Siesta Valley Bowl held a soft launch on May 30 and opened its inaugural season on June 5 with Jonathan Richman, the famously idiosyncratic singer-songwriter and former frontman of The Modern Lovers. The venue is now rolling out a full season of concerts that runs through October.
The upcoming lineup includes The Breaks and The Headhunters on July 2, DakhaBrakha on July 23, Stanley Clarke on July 25, Jake Shimabukuro on Aug. 7, Rebirth Brass Band and The Soul Rebels on Aug. 8, Earthless on Aug. 21, Beats Antique on Sept. 12, Jerry’s Middle Finger on Sept. 19, Cecile McLorin Salvant on Sept. 22, Al Di Meola on Sept. 26, Steep Canyon Rangers on Oct. 16, and Super Diamond on Oct. 24.
That is a very different calendar from the old Shakespeare summers, but it also gives the space something it badly needed: regular public life again.
The property is owned by the East Bay Municipal Utility District, which approved a 15-year lease last fall with the nonprofit Siesta Valley Foundation. The agreement gives the foundation control of the 9-acre amphitheater property and sets up the venue as a performing arts campus with concerts, theater, community events, environmental education, and conservation work.
EBMUD described the plan as a way to preserve a regional arts landmark while adding community and watershed education uses. The agreement also calls for an EBMUD native plant and bird garden and a Watershed Community Center. So you can learn about your water supply and ecology while also enjoying great music!
As great as the theater itself was, part of the magic of Cal Shakes was always the setting, of course. The venue sits in the Berkeley-Orinda hills and has stunning views behind the main stage.

Cal Shakes’ closure left a real hole in the local arts landscape. The organization had roots going back 50 years and built the Bruns Memorial Amphitheater in 1991, giving the company a permanent outdoor home. For decades, audiences came to Orinda for Shakespeare and other classics under the stars.
The new version of the venue appears to be aiming wider. Siesta Valley Foundation says its mission includes culture, conservation, and community, with live music, theater, film, dance, public gathering spaces, educational workshops, and watershed stewardship.
For now, though, the concert calendar is the most visible sign of life. The first announced season focuses heavily into music, with jazz, funk, world music, bluegrass, brass bands, psychedelic rock, and tribute acts all on the schedule. It is a surprisingly ambitious first run for a venue that many locals feared might stay dark for years.
The venue is intimate by modern concert standards.
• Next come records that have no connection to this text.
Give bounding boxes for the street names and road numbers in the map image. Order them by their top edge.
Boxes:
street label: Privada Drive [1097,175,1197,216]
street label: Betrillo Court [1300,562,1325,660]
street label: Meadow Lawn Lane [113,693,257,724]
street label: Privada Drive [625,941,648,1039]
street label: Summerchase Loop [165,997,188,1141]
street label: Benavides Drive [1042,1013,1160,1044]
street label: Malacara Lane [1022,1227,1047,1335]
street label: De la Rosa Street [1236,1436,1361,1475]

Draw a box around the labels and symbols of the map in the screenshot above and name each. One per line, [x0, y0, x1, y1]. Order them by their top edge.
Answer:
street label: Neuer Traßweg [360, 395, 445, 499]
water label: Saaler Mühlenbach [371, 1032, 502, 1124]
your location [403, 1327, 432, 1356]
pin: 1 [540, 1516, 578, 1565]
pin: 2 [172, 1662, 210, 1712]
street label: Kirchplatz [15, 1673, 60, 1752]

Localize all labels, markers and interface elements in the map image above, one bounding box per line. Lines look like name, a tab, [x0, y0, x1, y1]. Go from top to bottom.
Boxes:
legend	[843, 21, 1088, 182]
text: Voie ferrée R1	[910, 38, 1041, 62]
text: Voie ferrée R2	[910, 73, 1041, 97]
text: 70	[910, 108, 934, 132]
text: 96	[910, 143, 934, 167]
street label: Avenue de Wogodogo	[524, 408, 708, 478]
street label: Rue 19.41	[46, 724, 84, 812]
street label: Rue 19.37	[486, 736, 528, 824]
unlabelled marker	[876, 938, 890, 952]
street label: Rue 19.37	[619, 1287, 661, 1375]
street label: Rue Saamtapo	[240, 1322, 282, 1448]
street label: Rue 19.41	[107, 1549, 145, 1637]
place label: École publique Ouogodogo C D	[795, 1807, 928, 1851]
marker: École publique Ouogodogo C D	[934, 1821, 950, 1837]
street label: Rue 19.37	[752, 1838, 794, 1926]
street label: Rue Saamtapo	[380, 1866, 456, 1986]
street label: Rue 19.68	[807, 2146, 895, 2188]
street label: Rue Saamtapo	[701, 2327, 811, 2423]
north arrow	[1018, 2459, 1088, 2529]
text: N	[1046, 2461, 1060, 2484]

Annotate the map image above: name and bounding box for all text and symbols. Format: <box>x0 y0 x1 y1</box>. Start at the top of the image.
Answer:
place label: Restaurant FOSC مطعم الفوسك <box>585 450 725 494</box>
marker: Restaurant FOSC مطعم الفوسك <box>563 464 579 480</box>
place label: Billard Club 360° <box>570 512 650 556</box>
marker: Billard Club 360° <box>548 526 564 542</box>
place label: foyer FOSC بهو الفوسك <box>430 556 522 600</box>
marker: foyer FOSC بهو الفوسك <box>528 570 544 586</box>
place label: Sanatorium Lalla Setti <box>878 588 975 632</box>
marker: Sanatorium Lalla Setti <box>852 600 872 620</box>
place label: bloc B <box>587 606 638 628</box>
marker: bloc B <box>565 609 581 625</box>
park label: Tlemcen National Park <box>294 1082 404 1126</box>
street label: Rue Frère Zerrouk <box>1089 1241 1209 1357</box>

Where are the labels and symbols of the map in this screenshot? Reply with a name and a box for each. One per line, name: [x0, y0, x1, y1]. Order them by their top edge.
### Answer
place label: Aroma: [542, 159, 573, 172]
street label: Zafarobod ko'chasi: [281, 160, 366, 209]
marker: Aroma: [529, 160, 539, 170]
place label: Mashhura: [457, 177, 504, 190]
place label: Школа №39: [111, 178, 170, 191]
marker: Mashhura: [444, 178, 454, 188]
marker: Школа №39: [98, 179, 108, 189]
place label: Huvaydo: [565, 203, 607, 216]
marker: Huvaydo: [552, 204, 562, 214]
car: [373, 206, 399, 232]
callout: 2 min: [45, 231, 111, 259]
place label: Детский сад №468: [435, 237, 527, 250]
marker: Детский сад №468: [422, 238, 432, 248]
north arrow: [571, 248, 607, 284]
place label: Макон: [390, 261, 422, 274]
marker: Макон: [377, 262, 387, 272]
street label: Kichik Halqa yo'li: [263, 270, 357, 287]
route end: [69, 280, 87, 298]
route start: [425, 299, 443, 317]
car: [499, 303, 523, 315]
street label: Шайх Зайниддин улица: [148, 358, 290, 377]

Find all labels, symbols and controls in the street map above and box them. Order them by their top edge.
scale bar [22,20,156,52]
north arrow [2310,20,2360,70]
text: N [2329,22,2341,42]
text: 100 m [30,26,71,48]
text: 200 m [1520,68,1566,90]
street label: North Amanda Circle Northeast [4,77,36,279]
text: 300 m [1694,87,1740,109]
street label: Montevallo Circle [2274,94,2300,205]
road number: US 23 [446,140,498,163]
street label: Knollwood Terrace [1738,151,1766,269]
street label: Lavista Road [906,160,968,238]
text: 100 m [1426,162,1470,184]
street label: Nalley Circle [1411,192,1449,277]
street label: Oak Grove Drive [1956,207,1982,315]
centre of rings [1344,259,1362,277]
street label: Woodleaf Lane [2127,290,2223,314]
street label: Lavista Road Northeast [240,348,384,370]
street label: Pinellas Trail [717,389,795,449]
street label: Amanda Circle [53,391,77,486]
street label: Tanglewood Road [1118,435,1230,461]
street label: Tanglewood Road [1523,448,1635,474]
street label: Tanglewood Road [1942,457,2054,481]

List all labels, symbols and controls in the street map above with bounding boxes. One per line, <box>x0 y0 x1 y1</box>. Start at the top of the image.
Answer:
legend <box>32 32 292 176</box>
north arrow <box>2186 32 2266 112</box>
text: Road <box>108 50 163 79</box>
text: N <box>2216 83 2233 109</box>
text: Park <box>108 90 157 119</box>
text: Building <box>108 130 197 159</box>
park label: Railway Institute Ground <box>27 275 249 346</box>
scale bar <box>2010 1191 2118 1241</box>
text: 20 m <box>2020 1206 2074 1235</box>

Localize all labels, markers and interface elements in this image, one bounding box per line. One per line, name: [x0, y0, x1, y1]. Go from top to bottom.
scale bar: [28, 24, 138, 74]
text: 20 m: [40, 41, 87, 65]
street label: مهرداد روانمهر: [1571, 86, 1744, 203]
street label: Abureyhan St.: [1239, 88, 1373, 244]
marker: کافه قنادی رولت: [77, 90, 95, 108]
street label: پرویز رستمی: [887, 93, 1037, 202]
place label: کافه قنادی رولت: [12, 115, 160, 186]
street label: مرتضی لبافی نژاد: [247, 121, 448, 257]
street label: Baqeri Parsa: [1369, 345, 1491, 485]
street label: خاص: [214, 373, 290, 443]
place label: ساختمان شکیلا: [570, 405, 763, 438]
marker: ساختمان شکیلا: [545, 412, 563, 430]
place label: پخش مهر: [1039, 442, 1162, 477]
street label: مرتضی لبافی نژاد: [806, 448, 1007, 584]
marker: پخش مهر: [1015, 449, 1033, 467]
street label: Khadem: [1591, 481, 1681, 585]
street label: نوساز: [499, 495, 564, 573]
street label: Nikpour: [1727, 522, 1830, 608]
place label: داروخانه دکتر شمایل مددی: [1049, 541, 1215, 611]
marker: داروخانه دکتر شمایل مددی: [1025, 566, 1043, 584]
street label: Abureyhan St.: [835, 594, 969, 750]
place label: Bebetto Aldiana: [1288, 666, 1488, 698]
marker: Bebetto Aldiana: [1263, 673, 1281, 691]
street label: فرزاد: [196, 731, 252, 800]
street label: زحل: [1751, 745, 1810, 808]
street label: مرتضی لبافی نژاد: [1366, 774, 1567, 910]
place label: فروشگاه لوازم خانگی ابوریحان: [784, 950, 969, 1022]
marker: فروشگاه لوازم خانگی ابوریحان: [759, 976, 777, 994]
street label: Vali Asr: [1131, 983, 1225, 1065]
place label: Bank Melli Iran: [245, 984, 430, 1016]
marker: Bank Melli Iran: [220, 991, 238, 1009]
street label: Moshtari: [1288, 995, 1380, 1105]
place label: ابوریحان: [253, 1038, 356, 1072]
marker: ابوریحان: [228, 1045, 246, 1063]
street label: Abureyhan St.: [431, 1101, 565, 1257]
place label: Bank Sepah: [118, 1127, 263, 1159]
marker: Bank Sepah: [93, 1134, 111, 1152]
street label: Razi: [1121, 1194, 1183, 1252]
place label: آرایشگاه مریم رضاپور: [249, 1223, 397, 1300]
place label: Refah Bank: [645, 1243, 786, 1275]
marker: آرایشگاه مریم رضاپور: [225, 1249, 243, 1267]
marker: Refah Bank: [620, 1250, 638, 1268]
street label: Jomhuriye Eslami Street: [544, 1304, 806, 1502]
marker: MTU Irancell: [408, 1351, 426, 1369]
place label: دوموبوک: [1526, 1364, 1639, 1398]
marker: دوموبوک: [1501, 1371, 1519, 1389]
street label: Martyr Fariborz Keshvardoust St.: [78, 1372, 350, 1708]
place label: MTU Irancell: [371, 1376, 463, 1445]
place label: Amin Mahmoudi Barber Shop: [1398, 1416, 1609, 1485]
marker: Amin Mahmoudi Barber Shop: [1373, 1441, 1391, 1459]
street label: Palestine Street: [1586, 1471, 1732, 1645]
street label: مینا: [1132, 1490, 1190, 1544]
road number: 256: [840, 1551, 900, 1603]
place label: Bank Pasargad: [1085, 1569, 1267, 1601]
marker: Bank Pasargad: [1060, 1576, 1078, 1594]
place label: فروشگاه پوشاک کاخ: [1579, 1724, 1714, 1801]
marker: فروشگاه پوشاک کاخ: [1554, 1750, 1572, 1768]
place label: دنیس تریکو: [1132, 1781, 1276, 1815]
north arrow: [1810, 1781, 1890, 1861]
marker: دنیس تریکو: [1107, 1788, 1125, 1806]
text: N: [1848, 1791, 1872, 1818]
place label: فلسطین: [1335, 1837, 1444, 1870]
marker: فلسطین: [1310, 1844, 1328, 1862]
EBMUD previously listed the amphitheater capacity at 540 seated or 750 standing, while Siesta Valley Bowl has described itself as a 1,000-person outdoor amphitheater.
There are also practical details for anyone thinking about going. Siesta Valley Bowl is a cashless venue, according to current ticketing information. On-site parking is sold separately, and overflow parking is available at Orinda BART, with shuttle or rideshare options from there.
For a site that could easily have become a sad local memory, that is a very good outcome. The old Cal Shakes stage is back. Now it has to prove what its next act will be.